What am I working on currently and other ideas

Currently, for my masters thesis, I have been working on continual learning using CLIP. In this regard, I have come across the XTAIL ¹ (cross domain task agnostic incremental learning) benchmark, in which the CLIP model is adapted across multiple tasks, with each task being a different dataset and with different classes. The datasets span multiple domains like satellite image, natural domain, mnist, etc. The model is tested across all tasks, after training on each task, so both seen and unseen classes are tested.

Two successful methods in this benchmark are RAIL - which uses a frozen ZS CLIP model to predict, and if the prediction is within a seen class, the ViT output is additionally passed to a froze random projection matrix, followed by nearest class mean classification otherwise gives the ZS CLIP output. Thus, this has to store all the seen classes to be able to classify, and is almost like separate branches for seen and unseen classes - not really adapting CLIP.

Another method is LADA, which keeps ViT Frozen, PEFT trains the text encoder for a particular task, and stores the text vectors, and again during inference, uses ZS clip to predict if seen class, if seen it uses the text features which were stored of seen classes.

Again this is like a separate branch for classifying the same thing.

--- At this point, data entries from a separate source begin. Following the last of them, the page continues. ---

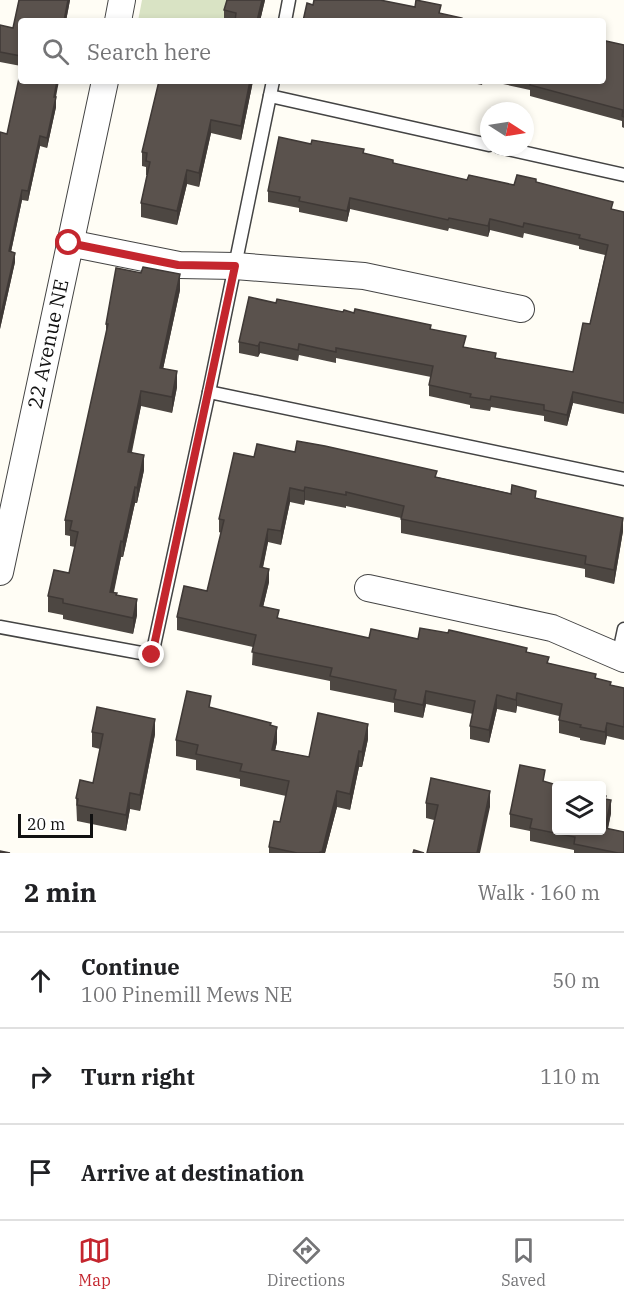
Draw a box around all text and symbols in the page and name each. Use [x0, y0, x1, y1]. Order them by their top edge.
search box [18, 18, 606, 84]
icon: search [39, 35, 72, 68]
text: Search here [87, 37, 211, 66]
north arrow [480, 102, 534, 156]
route start [55, 229, 81, 255]
street label: 22 Avenue NE [21, 277, 74, 411]
route end [138, 641, 164, 667]
map controls [552, 781, 606, 835]
button: layers [552, 781, 606, 835]
scale bar [18, 811, 93, 838]
text: 20 m [27, 814, 65, 834]
text: 2 min [24, 875, 97, 909]
text: Walk · 160 m [478, 879, 600, 906]
text: Continue [81, 952, 180, 981]
icon: ahead [24, 964, 57, 997]
text: 50 m [552, 967, 600, 994]
text: 100 Pinemill Mews NE [81, 981, 292, 1008]
icon: right [24, 1060, 57, 1093]
text: Turn right [81, 1062, 195, 1091]
text: 110 m [540, 1063, 600, 1090]
icon: arrive [24, 1156, 57, 1189]
text: Arrive at destination [81, 1158, 304, 1187]
tab: Map [78, 1234, 111, 1290]
tab: Directions [267, 1234, 345, 1290]
tab: Saved [501, 1234, 546, 1290]

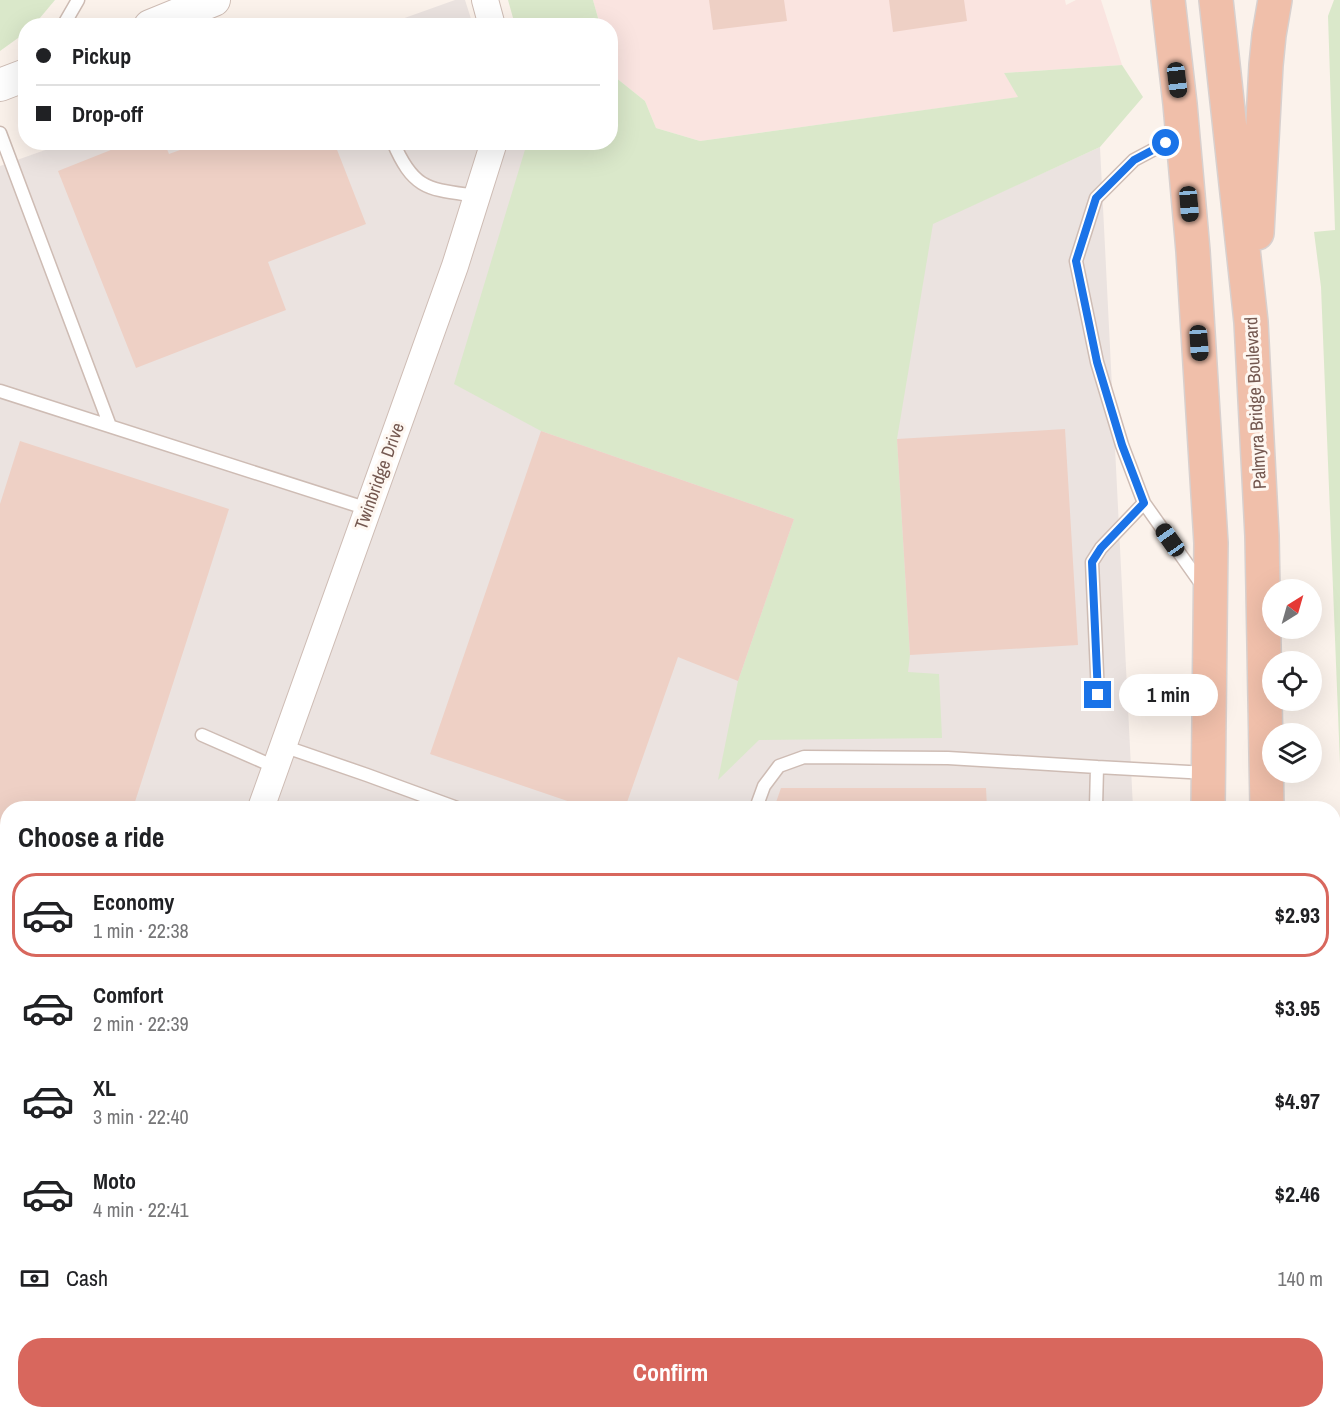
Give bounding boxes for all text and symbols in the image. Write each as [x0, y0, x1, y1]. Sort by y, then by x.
text: Pickup [72, 41, 131, 71]
car [1166, 61, 1188, 99]
text: Drop-off [72, 99, 143, 129]
route start [1152, 129, 1179, 156]
car [1178, 185, 1200, 223]
street label: Palmyra Bridge Boulevard [1238, 316, 1272, 490]
car [1189, 324, 1209, 362]
street label: Twinbridge Drive [348, 419, 410, 533]
car [1152, 520, 1188, 560]
north arrow [1262, 579, 1322, 639]
map controls [1262, 579, 1322, 783]
button: locate [1262, 651, 1322, 711]
callout: 1 min [1119, 674, 1218, 716]
route end [1084, 681, 1111, 708]
text: 1 min [1147, 681, 1190, 708]
button: layers [1262, 723, 1322, 783]
text: Choose a ride [18, 819, 164, 855]
text: Economy [93, 887, 174, 917]
icon: car [21, 888, 75, 942]
text: $2.93 [1275, 900, 1320, 930]
text: 1 min · 22:38 [93, 917, 189, 944]
text: Comfort [93, 980, 163, 1010]
icon: car [21, 981, 75, 1035]
text: $3.95 [1275, 993, 1320, 1023]
text: 2 min · 22:39 [93, 1010, 189, 1037]
text: XL [93, 1073, 116, 1103]
icon: car [21, 1074, 75, 1128]
text: $4.97 [1275, 1086, 1320, 1116]
text: 3 min · 22:40 [93, 1103, 189, 1130]
text: Moto [93, 1166, 136, 1196]
icon: car [21, 1167, 75, 1221]
text: $2.46 [1275, 1179, 1320, 1209]
text: 4 min · 22:41 [93, 1196, 189, 1223]
icon: cash [18, 1262, 51, 1295]
text: Cash [66, 1263, 108, 1293]
text: 140 m [1277, 1265, 1323, 1292]
button: Confirm [18, 1338, 1323, 1407]

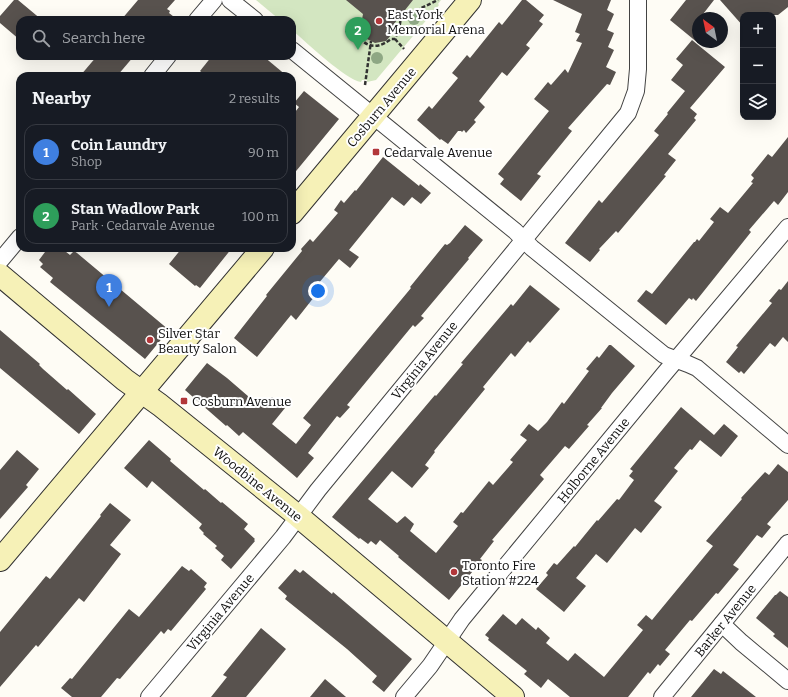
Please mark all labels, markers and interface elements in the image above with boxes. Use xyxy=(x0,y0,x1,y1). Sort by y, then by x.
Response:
place label: East York Memorial Arena xyxy=(387,7,485,37)
north arrow xyxy=(692,12,728,48)
map controls xyxy=(740,12,776,120)
button: + xyxy=(740,12,776,48)
search box xyxy=(16,16,296,60)
marker: East York Memorial Arena xyxy=(374,16,384,26)
pin: 2 xyxy=(345,17,371,50)
icon: search xyxy=(30,27,52,49)
text: Search here xyxy=(62,29,145,47)
button: − xyxy=(740,48,776,84)
street label: Cosburn Avenue xyxy=(344,64,419,150)
button: layers xyxy=(740,84,776,120)
text: Nearby xyxy=(32,88,91,109)
text: 2 results xyxy=(229,91,280,106)
text: Coin Laundry xyxy=(71,136,166,154)
text: 1 xyxy=(43,145,49,160)
text: 90 m xyxy=(248,145,279,160)
place label: Cedarvale Avenue xyxy=(384,145,492,160)
marker: Cedarvale Avenue xyxy=(371,147,381,157)
text: Shop xyxy=(71,154,102,169)
text: Stan Wadlow Park xyxy=(71,200,200,218)
text: 2 xyxy=(42,209,50,224)
text: 100 m xyxy=(242,209,279,224)
text: Park · Cedarvale Avenue xyxy=(71,218,215,233)
pin: 1 xyxy=(96,274,122,307)
your location xyxy=(308,281,328,301)
street label: Virginia Avenue xyxy=(388,318,460,402)
place label: Silver Star Beauty Salon xyxy=(158,326,237,356)
marker: Silver Star Beauty Salon xyxy=(145,335,155,345)
place label: Cosburn Avenue xyxy=(192,394,291,409)
marker: Cosburn Avenue xyxy=(179,396,189,406)
street label: Holborne Avenue xyxy=(554,415,632,506)
street label: Woodbine Avenue xyxy=(210,444,305,525)
place label: Toronto Fire Station #224 xyxy=(462,558,539,588)
marker: Toronto Fire Station #224 xyxy=(449,567,459,577)
street label: Virginia Avenue xyxy=(184,571,257,654)
street label: Barker Avenue xyxy=(692,581,759,660)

Ideally, in CLIP model any set of class names can be passed and the CLIP model is able to predict in that label space, here we are constraining CLIP to only be able to predict properly within the seen label space, otherwise a ZS CLIP output is given.

I want to suggest a way where the CLIP model can itself be adapted without needing to store classifiers - so we can pass any order of classes to text embedding and the model predicts it - and doesnt undergo catastrophic forgetting on seen classes.

Xu, Yicheng, Yuxin Chen, Jiahao Nie, Yusong Wang, Huiping Zhuang, and Manabu Okumura. “Advancing cross-domain discriminability in continual learning of vision-language models.” Advances in Neural Information Processing Systems 37 (2024): 51552-51576. ↩